Client Handout: Massage Therapy + Osteoarthritis of the Knee
Managing pain for chronic conditions like arthritis is an area in which massage therapy has shown particular promise.
Managing pain for chronic conditions like arthritis is an area in which massage therapy has shown particular promise. Previous quantitative data is making strong connections between massage therapy and pain relief, but what about other symptoms that are more difficult to track, such as quality of life and stress reduction? Does receiving massage therapy for one condition—or treating one symptom, like pain—have other benefits that are not as easily identified in quantitative studies?
Researchers asked that very question of a group of study participants who previously took part in research concerning the osteoarthritis-specific effects of massage therapy.1
A 2017 qualitative study2 looked at the experience of 18 adults who previously participated in a dose finding clinical trial of massage therapy for osteoarthritis of the knee. Researchers hypothesized that the participants who received Swedish massage during the randomized controlled clinical trial for osteoarthritis-specific effects would also realize benefits related to quality of life, including stress reduction.

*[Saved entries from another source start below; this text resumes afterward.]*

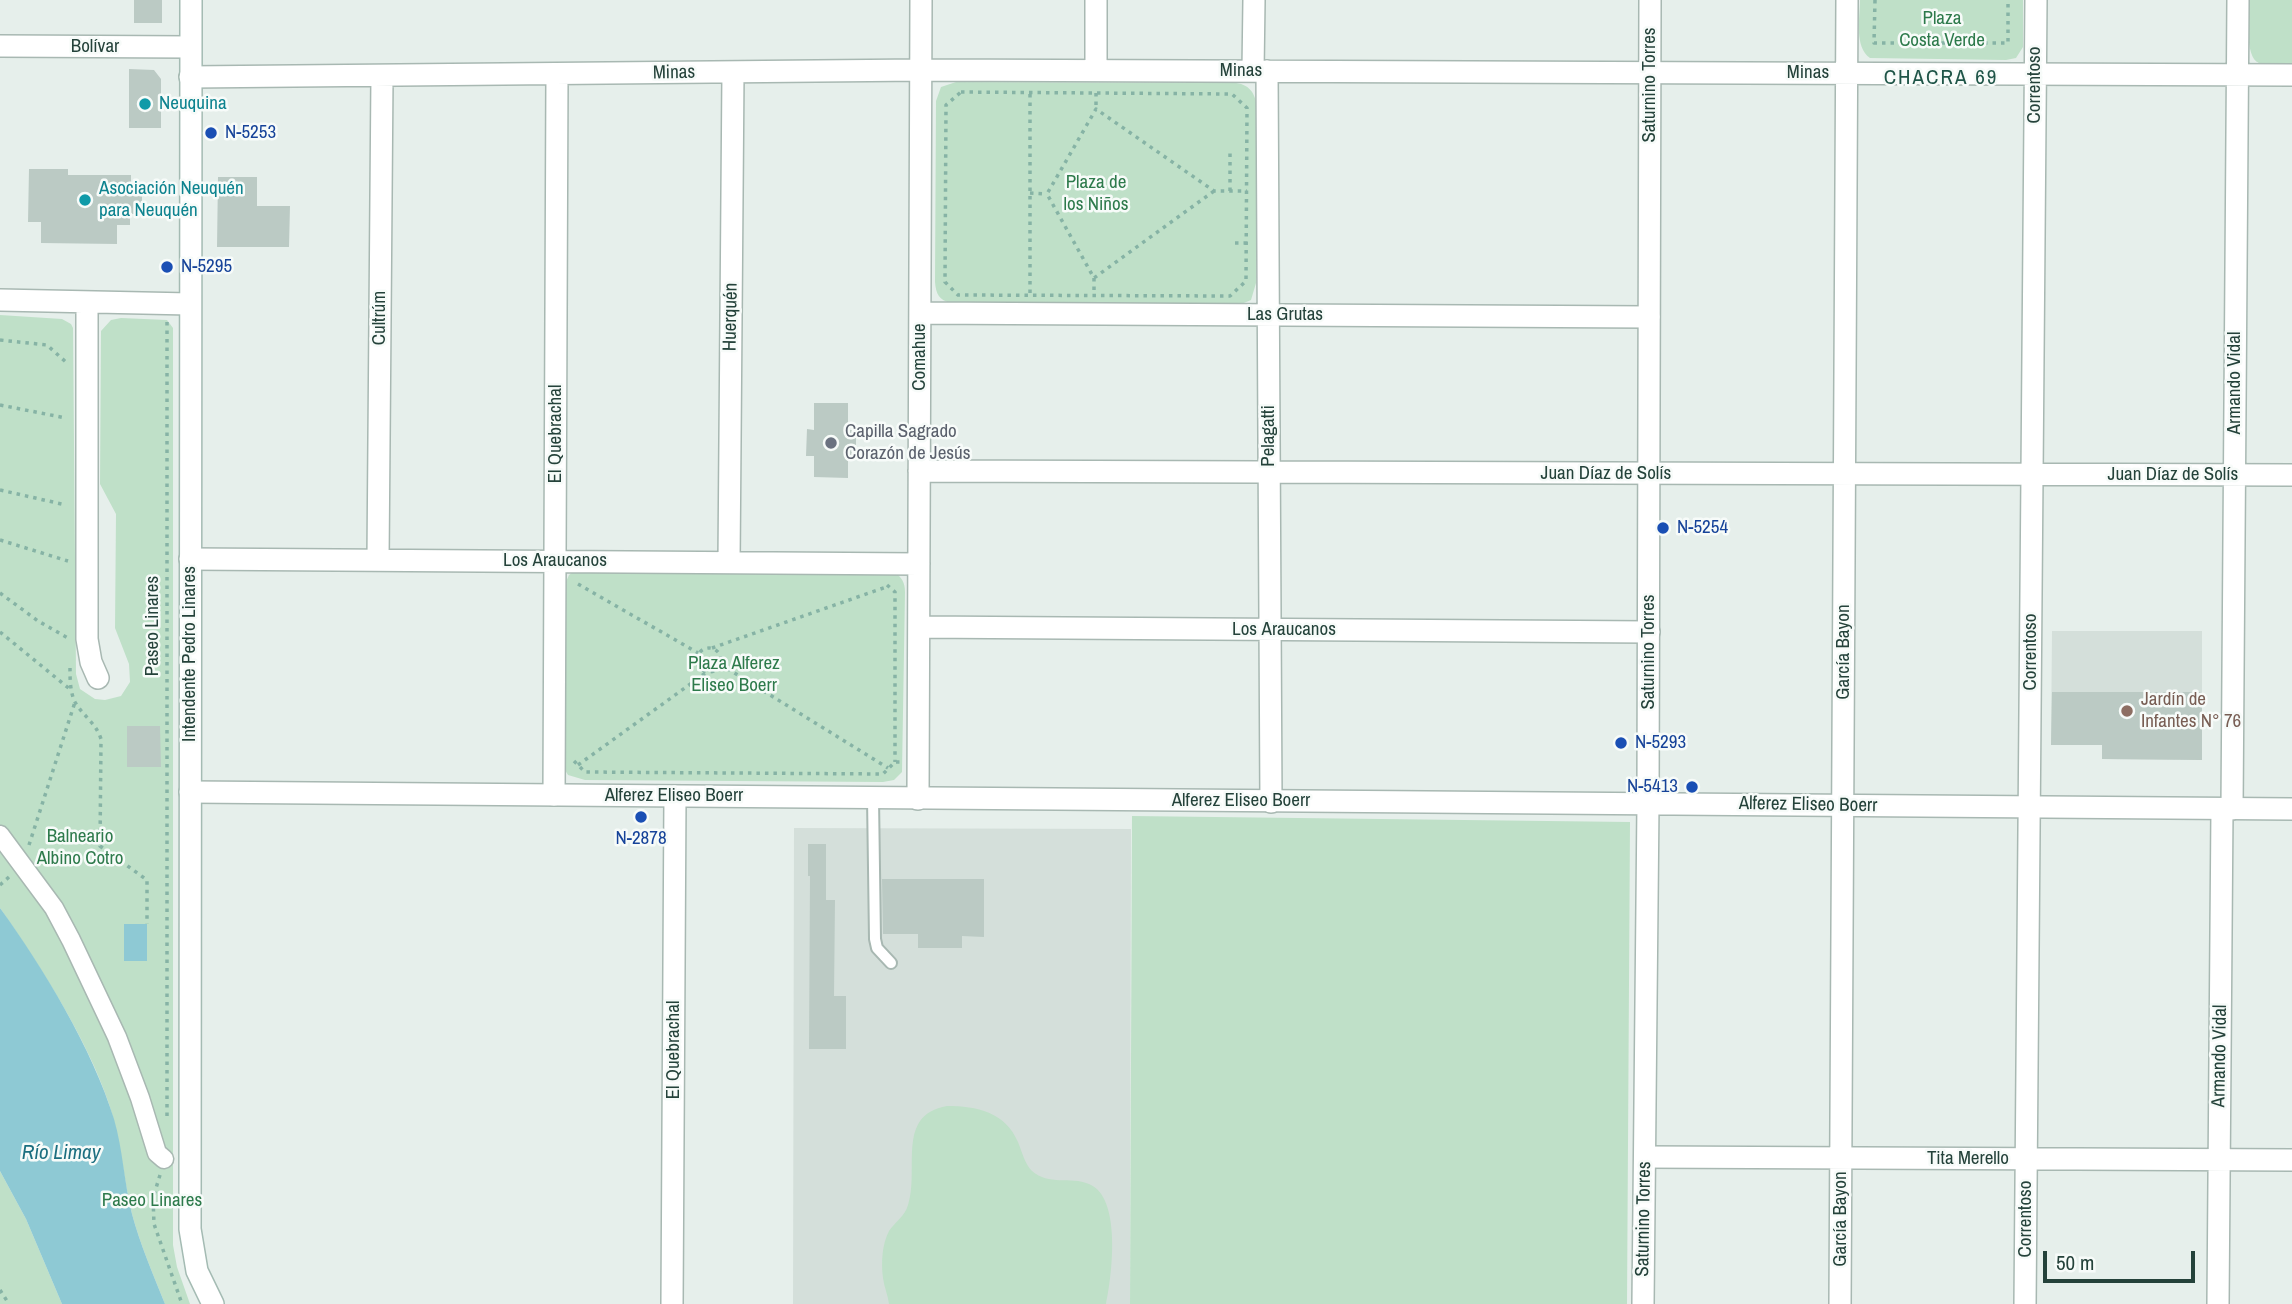 <!DOCTYPE html>
<meta charset="utf-8">
<style>
body{margin:0}
#map{position:relative;width:2292px;height:1304px;overflow:hidden;background:#e6efeb;font-family:"Archivo Narrow",sans-serif}
canvas{display:block}
.scale{position:absolute;left:2043px;top:1251px;width:152px;height:32px;box-sizing:border-box;border:4px solid #24423a;border-top:0;padding-left:9px;font-size:21px;line-height:24px;white-space:nowrap;color:#24423a;-webkit-text-stroke:5px #f7fbf9;paint-order:stroke}
</style>
<div id="map">
<canvas width="2292" height="1304"></canvas>
<div class="scale">50 m</div>
</div>
<script>
const ctx = document.querySelector('canvas').getContext('2d');
ctx.lineJoin = 'round';
function fill(path, color) { ctx.fillStyle = color; ctx.fill(path, 'evenodd'); }
function trace(path, color, width, dash) { ctx.strokeStyle = color; ctx.lineWidth = width; ctx.lineCap = dash ? 'butt' : 'round'; ctx.setLineDash(dash || []); ctx.stroke(path); }
function label(font, color, halo, rows, align = 'center') {
  ctx.font = font + ' "Archivo Narrow",sans-serif'; ctx.lineWidth = 5; ctx.setLineDash([]); ctx.textBaseline = 'middle'; ctx.strokeStyle = halo; ctx.fillStyle = color; for (const [text, x, y, turn = 0] of rows) {
    ctx.save(); ctx.translate(x, y); ctx.rotate((+turn || 0) * Math.PI / 180); ctx.textAlign = isNaN(turn) ? turn : align; if (halo) ctx.strokeText(text, 0, 0); ctx.fillText(text, 0, 0); ctx.restore();
  }
}
fill(new Path2D(`
 M2052,631h150v129l-100,-1v-30l-51,16z
 M794,828l337,1 -1,475h-337z`), '#d4dfda');
fill(new Path2D(`
 M1860,0h163v47l-7,11 -10,2 -136,-2c-16,-11 -10,-40 -10,-58z
 M2249,0h43v64c-10,-1 -24,2 -33,-1 -15,-6 -10,-49 -10,-63z
 M956,82l280,1c15,2 20,12 21,26l-1,174 -5,17 -12,5 -288,-2c-12,-3 -15,-9 -16,-21l1,-181 5,-14z
 M0,315l62,4 9,5 2,4 3,346 4,15 15,10 10,1 16,-4 9,-14 -1,-18 -14,-36 1,-114 -16,-30 1,-153 10,-11 10,-2 46,2 6,8v917l4,22 13,37h-25c-12,-30 -25,-60 -33,-90 -9,-37 -11,-74 -23,-110 -22,-66 -69,-138 -109,-196z
 M573,572h321c8,5 11,11 11,20l-3,180 -8,8 -11,2 -298,-2 -17,-5 -3,-5v-186l4,-9z
 M1132,816l498,6 -3,482h-497z
 M947,1106c30,0 58,6 71,36 4,10 7,22 14,29 17,15 38,5 57,13 33,13 23,92 17,120h-217c-1,-9 -5,-17 -6,-26 -2,-15 -1,-34 6,-47 6,-9 16,-15 19,-26 12,-35 -13,-90 39,-99z
 M0,1171l26,48 36,85h-62z`), '#bfe0c8');
fill(new Path2D(`
 M0,908c43,59 93,142 114,211 9,31 10,63 18,95 8,30 21,60 33,90h-103l-36,-85 -26,-48z
 M124,924h23v37h-23z`), '#8ec9d4');
fill(new Path2D(`
 M134,0h28v23h-28z
 M129,69l25,1 7,9v49h-32z
 M29,169h39v6h63v12h11v27h-12v11h-13v19l-76,-1v-21h-13z
 M218,177h39v29h33l-1,41h-72z
 M814,403h34v27h8v26h-8v22l-34,-1v-21h-8l1,-27 7,1z
 M2052,692h150v68l-100,-1v-14h-51z
 M127,726h33l1,41h-34z
 M808,844h18v56h9l-1,96h12v53h-37l1,-173h-2z
 M882,879h102v58l-22,-1v12h-44v-14h-35z`), '#bbcac4');
const service = new Path2D(`
 M873,798l2,141 2,9 14,15`);
const pedestrian = new Path2D(`
 M0,835l54,73 17,32 46,97 23,61 17,55 7,6`);
const minor = new Path2D(`
 M0,46l190,1
 M1096,70v-70
 M1253,71l1,-71
 M1267,71l4,731
 M190,77l731,-7 1371,5
 M0,300l190,4
 M87,302v337l4,23 7,16
 M920,313l729,4
 M919,471l1373,4
 M190,559l729,5
 M378,560l4,-484
 M729,562l4,-490
 M919,627l730,5
 M554,795l3,-721
 M918,799l3,-799
 M2232,809l6,-809
 M1645,1157l647,3
 M672,1304l3,-508
 M1840,1304l7,-1304
 M2025,1304l11,-1304
 M2218,1304l4,-495`);
const tertiary = new Path2D(`
 M190,792l2102,17
 M1643,1304l5,-501 2,-803`);
const secondary = new Path2D(`
 M191,0l-1,1229 7,42 16,33`);
trace(service, '#a8b8b2', 14);
trace(pedestrian, '#a8b8b2', 21);
trace(minor, '#a8b8b2', 24);
trace(tertiary, '#a8b8b2', 24);
trace(secondary, '#a4bbb3', 24);
trace(new Path2D(`
 M1875,0l-1,43h134v-43
 M961,92l271,2 15,14 -1,173 -16,15 -272,-1 -13,-13 1,-177z
 M1096,93v16
 M1214,191l-120,87 -47,-84 49,-85 118,82h33
 M1230,191v-39
 M1030,193l17,1
 M1235,243h12
 M1094,278v16
 M1030,293v-201
 M167,322v798
 M0,340l47,5 20,18
 M0,405l66,13
 M0,490l66,15
 M0,540l68,21
 M578,584l120,69
 M887,585l8,7v170
 M0,593l38,28 30,17
 M0,632l71,58
 M697 660a12 12 0 1 1 24 0a12 12 0 1 1-24 0Z
 M712,648l177,-62
 M720,664l168,104
 M70,668c0,11 0,24 5,34 8,14 21,21 26,37l-1,107 47,34v44
 M574,761l11,11 298,2 12,-12h5
 M578,765l129,-93
 M29,845l46,-143
 M0,885l9,-8
 M160,1175l-7,23 1,26 28,80
 M0,1290l9,14`), '#86b3a5', 3.5, [3.5, 5]);
trace(service, '#fff', 10);
trace(pedestrian, '#fff', 18);
trace(minor, '#fff', 21);
trace(tertiary, '#fff', 21);
trace(secondary, '#fff', 21);
for (const [x, y, r, color] of [
 [145,104,7,"#0f9aa8"],
 [211,133,7,"#1a4fb4"],
 [85,200,7,"#0f9aa8"],
 [167,267,7,"#1a4fb4"],
 [831,443,7,"#6b7280"],
 [1663,528,7,"#1a4fb4"],
 [2127,711,7,"#8d6e63"],
 [1621,743,7,"#1a4fb4"],
 [1692,787,7,"#1a4fb4"],
 [641,817,7,"#1a4fb4"]
]) { const dot = new Path2D(); dot.arc(x, y, r, 0, 2 * Math.PI); ctx.fillStyle = color; ctx.fill(dot); trace(dot, '#f7fbf9', 2.5); }
label('19px', '#2d7a4b', '#f7fbf9', [
 ["Plaza",1942,19],
 ["Costa Verde",1942,41],
 ["Plaza de",1096,183],
 ["los Niños",1096,205],
 ["Plaza Alferez",734,664],
 ["Eliseo Boerr",734,686],
 ["Balneario",80,837],
 ["Albino Cotro",80,859],
 ["Paseo Linares",152,1201]
]);
label('19px', '#24423a', '#f7fbf9', [
 ["Bolívar",95,47],
 ["Minas",1241,71],
 ["Minas",674,73,-1],
 ["Minas",1808,73],
 ["Saturnino Torres",1650,85,-90],
 ["Correntoso",2035,85,-90],
 ["Las Grutas",1285,315],
 ["Huerquén",731,317,-89],
 ["Cultrúm",380,318,-90],
 ["Comahue",920,357,-90],
 ["Armando Vidal",2235,383,-90],
 ["El Quebrachal",556,434,-90],
 ["Pelagatti",1269,436,-90],
 ["Juan Díaz de Solís",1606,474],
 ["Juan Díaz de Solís",2173,475],
 ["Los Araucanos",555,561],
 ["Paseo Linares",153,626,-90],
 ["Los Araucanos",1284,630],
 ["Saturnino Torres",1649,652,-90],
 ["García Bayon",1844,652,-90],
 ["Correntoso",2031,652,-90],
 ["Intendente Pedro Linares",190,654,-90],
 ["Alferez Eliseo Boerr",674,796],
 ["Alferez Eliseo Boerr",1241,801],
 ["Alferez Eliseo Boerr",1808,805,1],
 ["El Quebrachal",674,1050,-90],
 ["Armando Vidal",2220,1056,-89],
 ["Tita Merello",1968,1159],
 ["Saturnino Torres",1644,1219,-89],
 ["García Bayon",1841,1219,-90],
 ["Correntoso",2026,1219,-90]
]);
label('19px', '#0d838f', '#f7fbf9', [
 ["Neuquina",159,104],
 ["Asociación Neuquén",99,189],
 ["para Neuquén",99,211]
], 'left');
label('19px', '#164399', '#f7fbf9', [
 ["N-5253",225,133],
 ["N-5295",181,267],
 ["N-5254",1677,528],
 ["N-5293",1635,743],
 ["N-5413",1678,787,"right"],
 ["N-2878",641,839,"center"]
], 'left');
label('19px', '#5b616d', '#f7fbf9', [
 ["Capilla Sagrado",845,432],
 ["Corazón de Jesús",845,454]
], 'left');
label('19px', '#785e54', '#f7fbf9', [
 ["Jardín de",2141,700],
 ["Infantes N° 76",2141,722]
], 'left');
ctx.letterSpacing = '2px';
label('21px', '#1f5548', '#f7fbf9', [
 ["CHACRA 69",1941,78]
]);
ctx.letterSpacing = '0px';
label('italic 21px', '#1c6f80', '#f7fbf9', [
 ["Río Limay",61,1153]
]);
</script>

Qualitative methods, like face-to-face and telephone interviews using a standardized interview guide, were used to explore the participants’ experiences with massage therapy and osteoarthritis. Triangulation of the qualitative and quantitative data collected during the clinical trial allowed for a more thorough understanding of the effects of massage therapy.
The researchers found three themes that resonated in their analysis. Participants discussed 1) relaxation effects, 2) improved quality of life associated with receiving massage therapy and 3) the accessibility of massage therapy in treating osteoarthritis.
Responses suggested that participants felt empowered by their improved ability to perform activities of daily living after experiencing massage, and most of the statements were consistent with their quantitative changes on standard osteoarthritis measures.
Future research in pain conditions, according to the study authors, should include health-related, quality-of-life assessments, as well as outcomes related to perceived well-being.
Arthritis and Massage
1. Perlman AI, Ali A, Njike VY, Hom D, Davidi A, Gould-Fogerite S, Milak, C, Katz, DL. "Massage therapy for osteoarthritis of the knee: a randomized dose-finding trial." PLoS One. 2012;7(2).
2. Ali A, Rosenberger L, Weiss TR, Milak C, Perlman AI. "Massage therapy and quality of life in osteoarthritis of the knee: a qualitative study." Pain Med. 2017 Jun 1;18(6):1168–1175.